In its own survey of 500 parents asking about their teens’ driving habits, CarInsurance.com reports that more than half of parents allowed their teens to violate one or another GDL provision. The most common, broken by 33% of respondents, was allowing their children to drive with friends. Nearly as many (30%) allowed their teens to drive at night.

Teen death rates from car crashes could be cut at least in half in five states if the states had more effective GDL laws: South Dakota (63% reduction possible), North Dakota (56%), Iowa (55%), Montana (53%) and Arkansas (50%).

The report includes an interactive map indicating possible reductions in every state if GDL laws were stricter.

The report cites research from the Centers for Disease Control and Prevention (CDC) that ranks states on the percentage of high school students age 16 and over who reported drinking and driving. The five worst scores were posted in Montana (13%), Arkansas (12%) and District of Columbia, North Dakota and Texas (11%).

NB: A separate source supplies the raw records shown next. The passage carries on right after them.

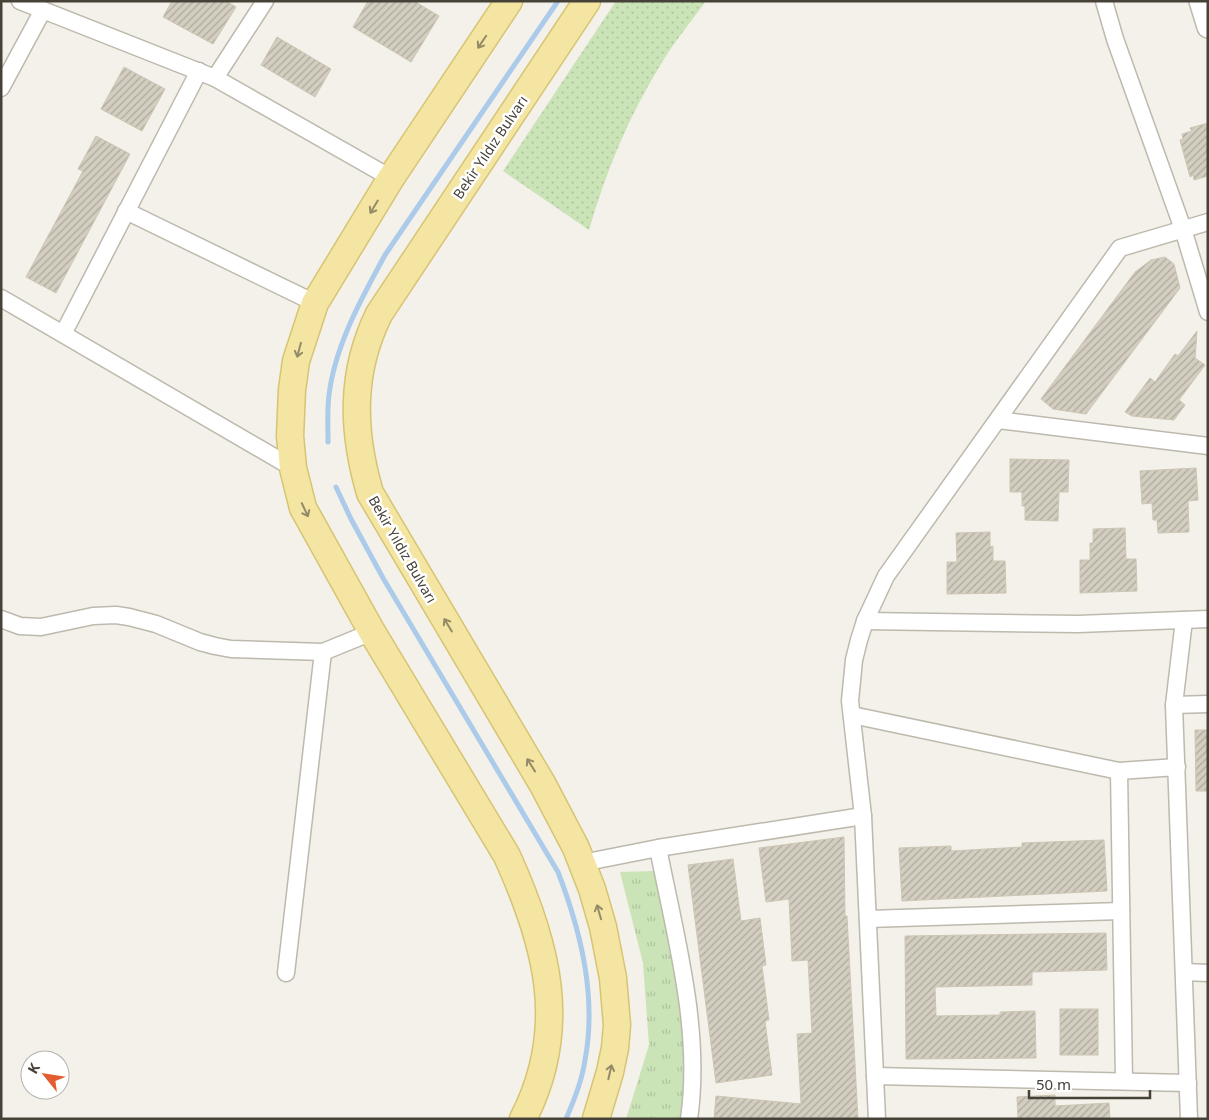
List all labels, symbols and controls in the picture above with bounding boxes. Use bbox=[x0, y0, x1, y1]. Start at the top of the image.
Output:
one-way arrow bbox=[477, 35, 487, 49]
street label: Bekir Yıldız Bulvarı bbox=[448, 92, 532, 202]
one-way arrow bbox=[368, 199, 378, 213]
one-way arrow bbox=[294, 342, 303, 358]
street label: Bekir Yıldız Bulvarı bbox=[365, 492, 441, 606]
one-way arrow bbox=[301, 502, 310, 517]
one-way arrow bbox=[442, 619, 452, 633]
one-way arrow bbox=[525, 758, 536, 772]
one-way arrow bbox=[594, 904, 603, 920]
north arrow bbox=[20, 1050, 70, 1100]
text: K bbox=[23, 1059, 44, 1077]
one-way arrow bbox=[606, 1065, 615, 1081]
scale bar bbox=[1029, 1068, 1150, 1100]
text: 50 m bbox=[1036, 1074, 1071, 1094]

Citing another CDC survey on teens reporting that they were texting and emailing while driving, the five states with the worst scores are South Dakota (61%), North Dakota (59%), Montana (56%), Wyoming (51%) and Oklahoma (51%).

When it comes to car insurance costs for teen drivers, Massachusetts — the state with the lowest teen fatality rate — is the 24th most expensive ($3,752 per year) and Montana — the state with the highest teen fatality rate — ranks 25th ($3,721). As car owners know, insurance rates are derived on a case-by-case basis depending on, among other things, the number and cost of claims filed in the driver’s location, the driver’s record and the type of car driven.

Last October we wrote about another survey on highway fatality rates for all drivers in every state. In that survey, researchers from the University of Michigan reported that the state of Montana posted the country’s highest fatality rate of any state at 22.6 per 100,000 based on data for 2013. Montana also had the fifth-highest percentage (40%) of highway fatalities where the driver’s blood-alcohol level was above 0.08 grams/deciliter.